Georgia high court overturns assisted suicide law

[JURIST] The Supreme Court of Georgia [official website] ruled [opinion, PDF] unanimously Monday that the state's assisted suicide [JURIST news archive] law [§16-5-5 text] violated the First Amendment [text] right to free speech, essentially ruling in favor of four members of Final Exit [advocacy website] charged in 2009. Defendants Ted Goodwin, Claire Blehr, Lawrence Egbert and Nicholas Alec Sheriden were arrested for allegedly violating that law by running an assisted death operation. They pleaded not guilty and the Supreme Court of Georgia reviewed [JURIST report] the law last November. Georgia law does not explicitly forbid assisted suicide but does ban individuals from publicly advertising suicide. The opinion states that Georgia legislatures could have imposed a ban to all assisted suicide or offers followed by action that would not have infringed on the right to free speech. The court said, "[i]t is not all assisted suicides which are criminalized but only those which include a public advertisement or offer to assist. This distinction takes the statute out of the realm of content neutral regulations and renders it a selective restraint on speech with a particular content." The charges against the four defendants were dismissed. State attorneys are reviewing the order and opponents said they are concerned it will open the state to more assisted suicides [AP report].

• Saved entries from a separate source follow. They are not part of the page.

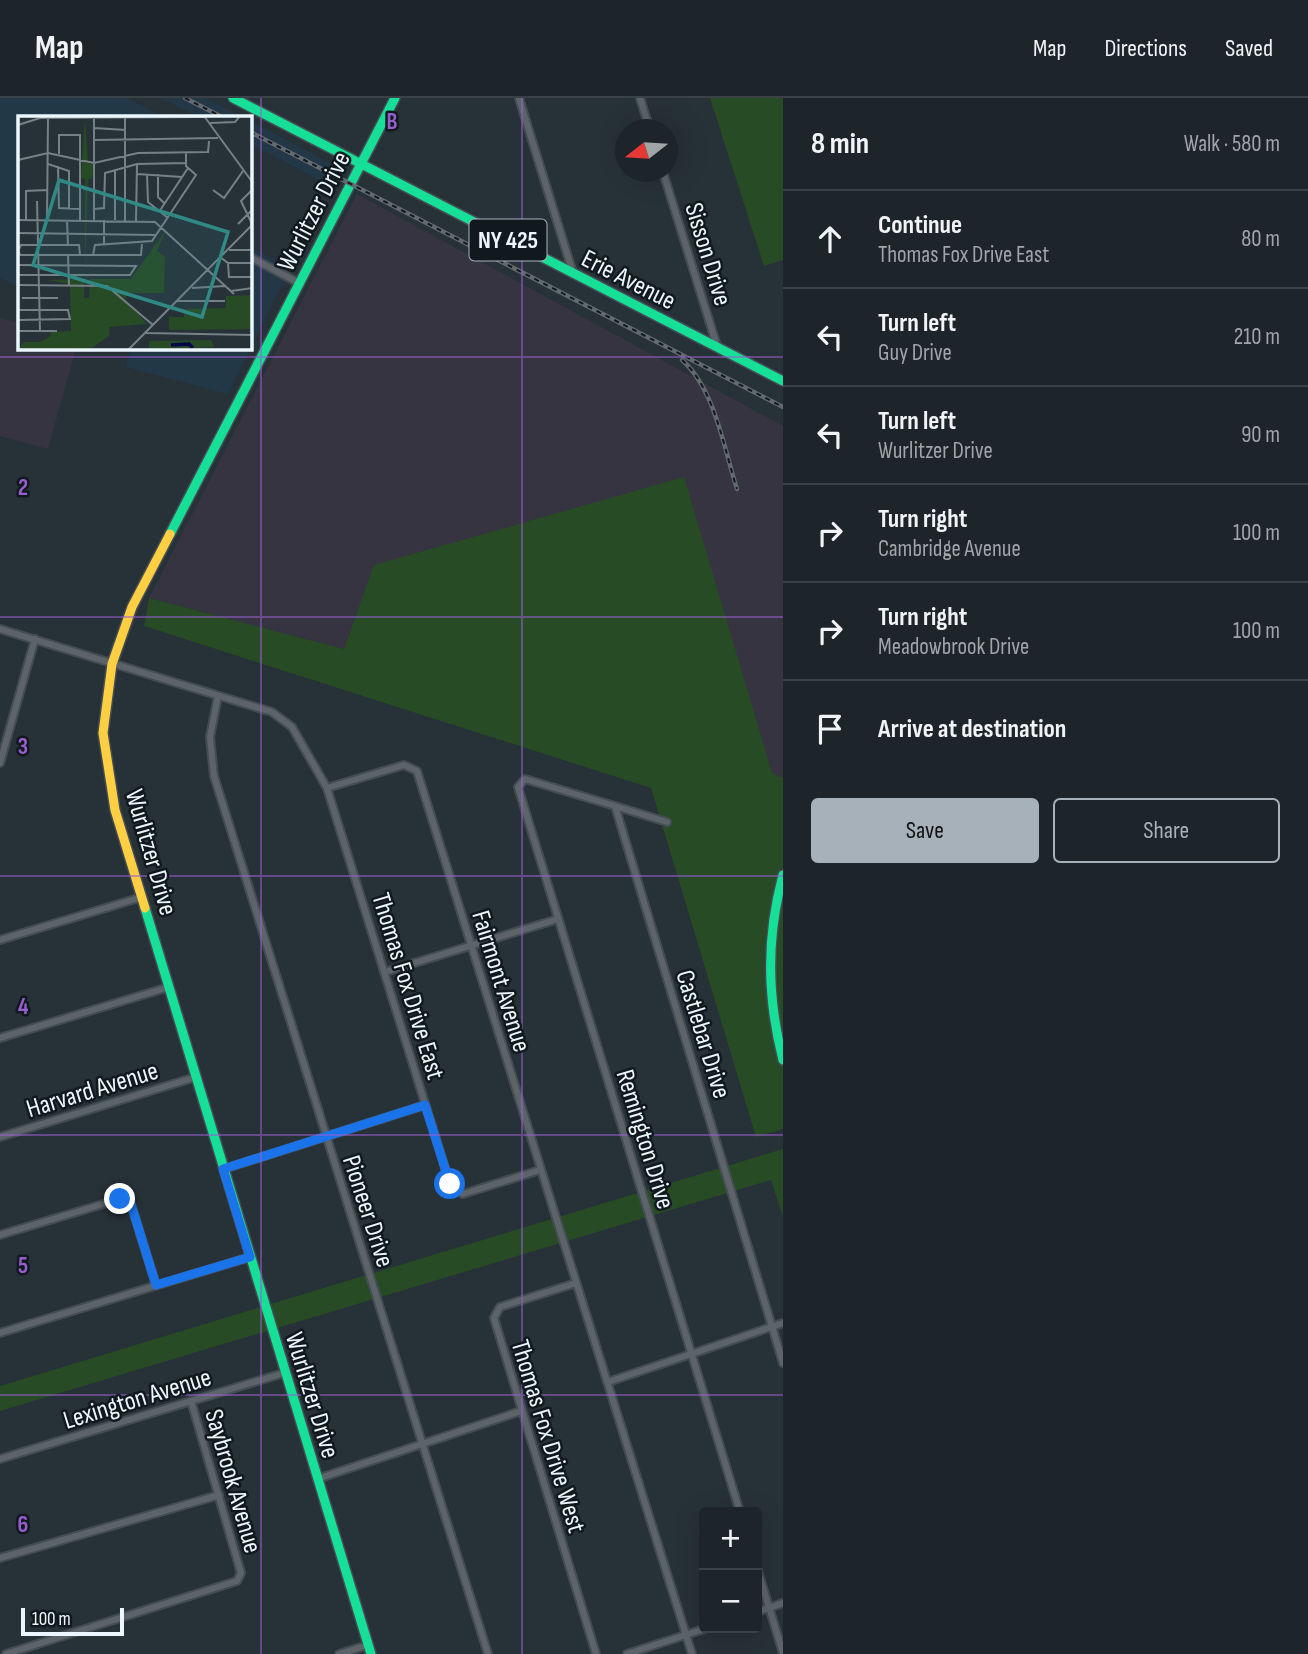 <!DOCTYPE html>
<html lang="en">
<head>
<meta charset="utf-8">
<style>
  :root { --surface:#1d252a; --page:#252d32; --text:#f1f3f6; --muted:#a0a5a8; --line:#3b4247; --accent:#a7b1b9 }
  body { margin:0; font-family:"Sofia Sans Condensed",sans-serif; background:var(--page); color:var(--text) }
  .controls { position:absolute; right:21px; bottom:21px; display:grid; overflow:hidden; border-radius:7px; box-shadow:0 7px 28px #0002 }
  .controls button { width:63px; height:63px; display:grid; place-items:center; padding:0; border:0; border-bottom:2px solid var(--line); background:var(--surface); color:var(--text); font:35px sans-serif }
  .compass { position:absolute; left:615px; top:21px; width:63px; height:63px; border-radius:50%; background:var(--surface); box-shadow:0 7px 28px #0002; rotate:253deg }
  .scale { position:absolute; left:21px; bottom:18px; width:103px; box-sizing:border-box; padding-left:7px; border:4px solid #ecf6fe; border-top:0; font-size:19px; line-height:24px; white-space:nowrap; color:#ecf6fe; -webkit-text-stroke:5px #11191e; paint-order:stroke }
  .stop { position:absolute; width:21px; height:21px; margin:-16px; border:5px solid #1a73e8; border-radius:50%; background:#fff }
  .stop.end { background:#1a73e8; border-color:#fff; box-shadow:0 2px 7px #0008 }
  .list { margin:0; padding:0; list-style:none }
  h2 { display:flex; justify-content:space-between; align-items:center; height:91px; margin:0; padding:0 28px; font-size:30px }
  h2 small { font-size:23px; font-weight:400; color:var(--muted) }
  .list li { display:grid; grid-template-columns:46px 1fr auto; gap:21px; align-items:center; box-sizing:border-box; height:98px; padding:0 28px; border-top:2px solid var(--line) }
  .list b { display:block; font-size:26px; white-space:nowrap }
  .list p { margin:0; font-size:23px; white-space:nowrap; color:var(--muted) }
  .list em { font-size:23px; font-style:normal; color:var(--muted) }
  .actions { display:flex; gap:14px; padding:21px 28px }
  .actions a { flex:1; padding:16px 0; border:2px solid var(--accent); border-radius:7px; text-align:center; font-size:24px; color:var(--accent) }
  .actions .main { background:var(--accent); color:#111 }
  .icon { flex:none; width:38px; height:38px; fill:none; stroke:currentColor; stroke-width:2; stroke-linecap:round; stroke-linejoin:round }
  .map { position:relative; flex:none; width:783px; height:1556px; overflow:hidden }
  header { display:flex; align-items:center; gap:42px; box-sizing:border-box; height:98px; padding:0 35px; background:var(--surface); border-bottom:2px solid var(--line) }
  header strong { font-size:33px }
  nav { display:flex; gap:38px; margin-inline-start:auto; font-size:24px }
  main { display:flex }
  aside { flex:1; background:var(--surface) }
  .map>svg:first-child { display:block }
</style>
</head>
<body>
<header>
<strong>Map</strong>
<nav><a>Map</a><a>Directions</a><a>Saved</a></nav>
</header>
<main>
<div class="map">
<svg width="783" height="1556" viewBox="0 0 783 1556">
  <rect width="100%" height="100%" fill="#273138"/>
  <!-- built -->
  <g fill="#233847">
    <path d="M0,0H127L163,19H19V189L0,180Z"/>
    <path d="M161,0H206L243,19H199Z"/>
    <path d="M250,23L345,73L336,90L250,46Z"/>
    <path d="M250,149L290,170L228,296L126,269L131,250H250Z"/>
  </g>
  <!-- industrial -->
  <g fill="#373442">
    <path d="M357,96L783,328V680L344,551L149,500Z"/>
    <path d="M0,220L19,225V250H76L48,351L0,338Z"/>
  </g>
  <!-- green -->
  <g fill="#274b25">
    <path d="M710,0H783V162L764,168Z"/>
    <path d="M684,379L772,675L783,680V1031L756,1039L651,690L144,528L149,500L344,551L374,467Z"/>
    <path d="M783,1051V1119L771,1082L0,1313V1288Z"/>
  </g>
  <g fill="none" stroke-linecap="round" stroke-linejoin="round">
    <defs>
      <g id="street">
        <path d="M519,0L573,175"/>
        <path d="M640,0L650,32"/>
        <path d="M663,74L717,248"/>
        <path d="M250,159L299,185"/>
        <path d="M0,531L272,614L292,629L327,690L450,1086L463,1096L540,1072"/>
        <path d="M218,598L210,639L214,678L488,1556"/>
        <path d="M0,665L35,541"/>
        <path d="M327,690L404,667L417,673L692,1556"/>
        <path d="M615,708L667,724"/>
        <path d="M0,842L142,799"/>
        <path d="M385,874L558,821"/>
        <path d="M0,940L169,889"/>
        <path d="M0,1039L196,979"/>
        <path d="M224,1071L425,1007"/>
        <path d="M0,1137L120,1101L130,1103L156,1187"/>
        <path d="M576,1185L500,1209L494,1220L596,1556"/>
        <path d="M0,1235L250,1159"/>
        <path d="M608,1284L783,1225"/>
        <path d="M0,1361L284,1275"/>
        <path d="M317,1381L521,1313"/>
        <path d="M740,1414L518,689L525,681L615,708L783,1265"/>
        <path d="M0,1460L219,1397"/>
        <path d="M757,1470L783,1555"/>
        <path d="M757,1514L783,1505"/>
        <path d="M6,1556L237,1483L241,1475L191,1303"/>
        <path d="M339,1556L368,1547"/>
        <path d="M627,1556L707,1530"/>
      </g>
      <g id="fast">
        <path d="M233,0L783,283"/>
        <path d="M170,436L395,0"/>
        <path d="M783,777C766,840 767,899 783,962"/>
        <path d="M145,810L371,1556"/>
      </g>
      <path id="slow" d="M145,810L115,712L103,635L112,566L132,509L170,436"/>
    </defs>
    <!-- street casing -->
    <use href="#street" stroke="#454d54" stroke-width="10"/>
    <!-- fast casing -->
    <use href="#fast" stroke="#454d54" stroke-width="12"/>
    <!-- slow casing -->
    <use href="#slow" stroke="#454d54" stroke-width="12"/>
    <!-- street -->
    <use href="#street" stroke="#5d6469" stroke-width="6"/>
    <!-- fast -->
    <use href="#fast" stroke="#16e098" stroke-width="9"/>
    <!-- slow -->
    <use href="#slow" stroke="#ffcf43" stroke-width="9"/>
    <defs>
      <g id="rail">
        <path d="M185,0L222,19"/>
        <path d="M250,34L783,309"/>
        <path d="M682,262C715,291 724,351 737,391"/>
      </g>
    </defs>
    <!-- rail casing -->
    <use href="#rail" stroke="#62696f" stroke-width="4.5"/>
    <!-- rail -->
    <use href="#rail" stroke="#11191e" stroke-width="2" stroke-dasharray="5" stroke-linecap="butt"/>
  </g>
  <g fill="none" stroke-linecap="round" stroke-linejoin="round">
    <!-- route -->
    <path stroke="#1a73e8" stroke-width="9" d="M120,1101L130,1103L156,1187L250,1159L223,1071L425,1007L450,1086"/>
  </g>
  <!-- grid -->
  <path fill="none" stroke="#975ecf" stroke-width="2" stroke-opacity="0.55" d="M261,0V1556M522,0V1556M0,259H783M0,519H783M0,778H783M0,1037H783M0,1297H783"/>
  <g text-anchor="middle" stroke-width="5" stroke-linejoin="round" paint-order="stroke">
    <!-- shield labels -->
    <rect fill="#11191e" stroke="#aab4bb" stroke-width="2" x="469.5" y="121.5" width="77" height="41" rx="5"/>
    <g font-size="24" font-weight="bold" fill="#ecf6fe">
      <text x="508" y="150">NY 425</text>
    </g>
    <!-- street labels -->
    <g font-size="26" fill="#ecf6fe" stroke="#11191e">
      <text transform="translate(313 113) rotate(-63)" y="9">Wurlitzer Drive</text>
      <text transform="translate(709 156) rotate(73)" y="9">Sisson Drive</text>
      <text transform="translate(629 181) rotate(27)" y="9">Erie Avenue</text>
      <text transform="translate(152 754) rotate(74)" y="9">Wurlitzer Drive</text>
      <text transform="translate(502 883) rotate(73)" y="9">Fairmont Avenue</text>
      <text transform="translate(409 888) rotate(73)" y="9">Thomas Fox Drive East</text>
      <text transform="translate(704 936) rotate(73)" y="9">Castlebar Drive</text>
      <text transform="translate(92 991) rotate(-17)" y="9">Harvard Avenue</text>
      <text transform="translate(646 1041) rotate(73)" y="9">Remington Drive</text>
      <text transform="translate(369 1113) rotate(72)" y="9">Pioneer Drive</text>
      <text transform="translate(313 1297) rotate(73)" y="9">Wurlitzer Drive</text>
      <text transform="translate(137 1300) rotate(-17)" y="9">Lexington Avenue</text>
      <text transform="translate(549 1338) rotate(73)" y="9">Thomas Fox Drive West</text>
      <text transform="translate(234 1383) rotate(74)" y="9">Saybrook Avenue</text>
    </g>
  </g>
  <!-- overview -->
  <g transform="translate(18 18)">
    <rect width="234" height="234" fill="#273138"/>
    <path d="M67,0L70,47L75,48L74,63H70L66,182H71L72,163H113L148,114L139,135L147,141L146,177H111L107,183L129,208L91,211L92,219L71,234H0L6,226H22L33,220L32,216L53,215L52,168L30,164L67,163V63L63,62ZM234,179V213L151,214V201H166V193L208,192V180ZM193,224L196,231L131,234V225Z" fill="#274b25"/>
    <path fill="none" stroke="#040847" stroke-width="3.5" d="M153,229L171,228L175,232"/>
    <path fill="none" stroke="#768087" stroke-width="2" d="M186,0L235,67M107,2V105M192,7L217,6L222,0M0,9L22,2L186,1M76,12L108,14M75,24L200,22M41,38V19H62V104M0,44L30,37L76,47L120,37L190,36L191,25M30,48L51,55V93M40,50L41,92L62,93M119,58L164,61M129,58L130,86L150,102M140,58V81L146,87M195,74L206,82L225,55M19,85L22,215M76,93L86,92L87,57L119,48L168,47M141,96L170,52M0,104L137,106L216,178M8,104V75L29,74M29,104L30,2M49,104L50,129M76,104V3M86,104V128M97,104V55M118,105L119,48M220,108L235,93M234,108L223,85L235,73M0,117L137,119M0,133L2,139H123L124,128M1,133L3,129H61L62,139M211,134H235M50,139L51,169M75,139L77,129L134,125L178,59L168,50V37M202,141L210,147H235M210,147L211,161H235M0,149L118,150L112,159H0M0,169L89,170L135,209M174,172L207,170M213,175L235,172M4,182H40M159,185H207M0,194H50L52,203L0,204M0,215H39M128,217L235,219M110,234L235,108"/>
    <path fill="#308984" fill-opacity="0.15" stroke="#308984" stroke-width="3.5" d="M41,64L210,116L184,201L15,149Z"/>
    <rect width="234" height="234" fill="none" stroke="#ecf6fe" stroke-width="3.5"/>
  </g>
  <g font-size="23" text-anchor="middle" font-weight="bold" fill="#975ecf" stroke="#11191e" stroke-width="5" stroke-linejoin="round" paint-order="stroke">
    <text x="392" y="31">B</text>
    <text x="23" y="397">2</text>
    <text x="23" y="656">3</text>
    <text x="23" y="916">4</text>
    <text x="23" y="1175">5</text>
    <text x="23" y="1434">6</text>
  </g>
</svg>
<div class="controls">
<button>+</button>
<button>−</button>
</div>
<svg class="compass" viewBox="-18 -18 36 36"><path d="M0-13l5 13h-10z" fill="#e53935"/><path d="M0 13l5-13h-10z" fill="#a0a5a8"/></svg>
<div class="scale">100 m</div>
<div class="stop" style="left:450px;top:1086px"></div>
<div class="stop end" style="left:120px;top:1101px"></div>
</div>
<aside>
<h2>8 min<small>Walk · 580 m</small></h2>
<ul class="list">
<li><svg class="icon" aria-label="ahead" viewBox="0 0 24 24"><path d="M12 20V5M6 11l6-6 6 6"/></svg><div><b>Continue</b><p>Thomas Fox Drive East</p></div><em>80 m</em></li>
<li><svg class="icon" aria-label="left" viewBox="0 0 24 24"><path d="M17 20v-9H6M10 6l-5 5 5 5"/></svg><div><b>Turn left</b><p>Guy Drive</p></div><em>210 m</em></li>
<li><svg class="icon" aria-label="left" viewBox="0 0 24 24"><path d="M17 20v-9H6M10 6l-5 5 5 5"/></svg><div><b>Turn left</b><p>Wurlitzer Drive</p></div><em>90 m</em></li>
<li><svg class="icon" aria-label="right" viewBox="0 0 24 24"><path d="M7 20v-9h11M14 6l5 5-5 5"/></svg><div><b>Turn right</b><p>Cambridge Avenue</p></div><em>100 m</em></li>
<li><svg class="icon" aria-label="right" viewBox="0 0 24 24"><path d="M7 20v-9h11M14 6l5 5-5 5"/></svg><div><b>Turn right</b><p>Meadowbrook Drive</p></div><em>100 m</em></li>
<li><svg class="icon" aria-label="arrive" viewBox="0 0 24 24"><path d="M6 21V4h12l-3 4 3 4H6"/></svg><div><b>Arrive at destination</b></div></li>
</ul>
<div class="actions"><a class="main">Save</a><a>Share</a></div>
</aside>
</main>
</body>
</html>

In 2009, a sharply divided Montana Supreme Court [official website] ruled [JURIST report] that physician assisted suicide is not banned by state law, making Montana the third state to allow the practice after Oregon and Washington. The court upheld in part and reversed in part a lower court ruling, agreeing with its finding that physician assisted suicide is not illegal under state law, but giving no opinion on the greater constitutional question addressed by the lower court. Instead, it found in a 4-3 decision that physician assisted suicide was not rendered illegal under state statute or by public policy concerns.